- _Work to complete_
Leaving the pictures aside, transcribe every line below exactly.

Dataset entries:
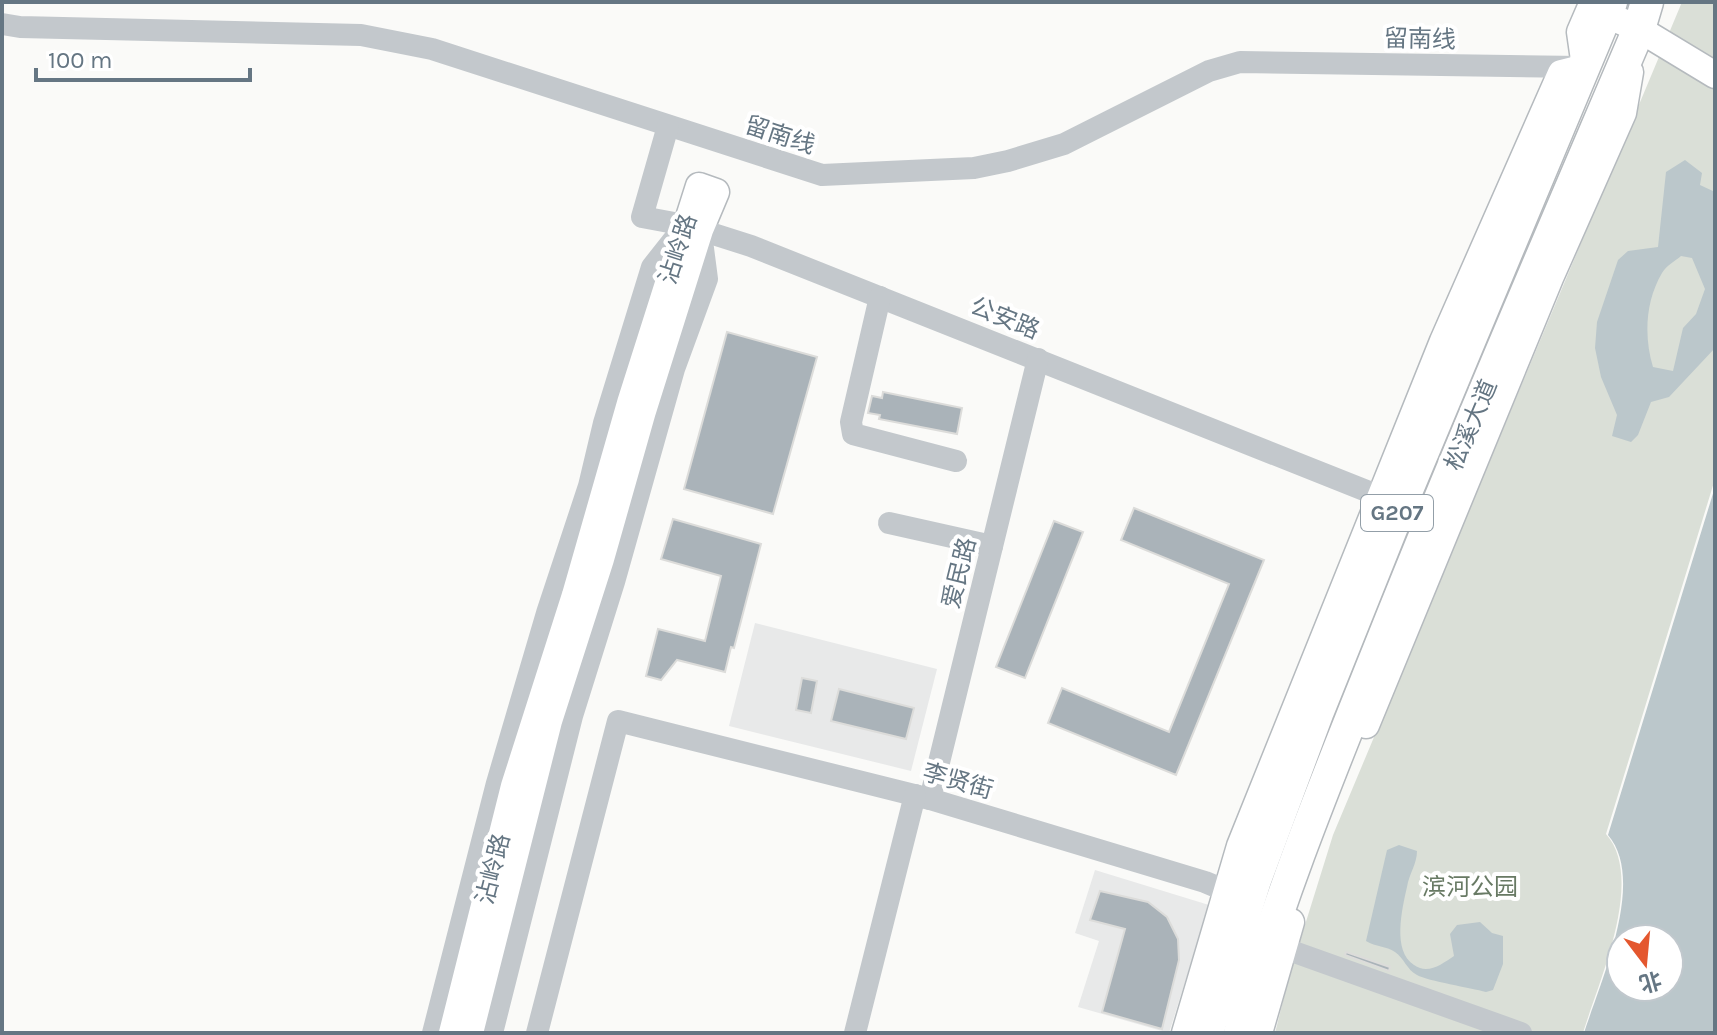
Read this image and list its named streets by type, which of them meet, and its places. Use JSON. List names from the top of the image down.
{
  "streets": {
    "highway": ["松溪大道", "G207"],
    "main road": ["沾岭路"],
    "street": [
      "留南线",
      "公安路",
      "爱民路",
      "李贤街"
    ]
  },
  "crossings": [
    ["留南线", "公安路"],
    ["留南线", "松溪大道"],
    ["沾岭路", "公安路"],
    ["公安路", "松溪大道"],
    ["公安路", "爱民路"],
    ["松溪大道", "李贤街"],
    ["爱民路", "李贤街"]
  ],
  "parks": ["滨河公园"],
  "scale_bar": "100 m",
  "north": "bottom"
}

- _Response area_
Read this image and list its named streets by type, which of them meet, and its places. Use JSON. List names from the top of the image down.
{
  "streets": {
    "highway": ["松溪大道", "G207"],
    "main road": ["沾岭路"],
    "street": [
      "留南线",
      "公安路",
      "爱民路",
      "李贤街"
    ]
  },
  "crossings": [
    ["留南线", "公安路"],
    ["留南线", "松溪大道"],
    ["沾岭路", "公安路"],
    ["公安路", "松溪大道"],
    ["公安路", "爱民路"],
    ["松溪大道", "李贤街"],
    ["爱民路", "李贤街"]
  ],
  "parks": ["滨河公园"],
  "scale_bar": "100 m",
  "north": "bottom"
}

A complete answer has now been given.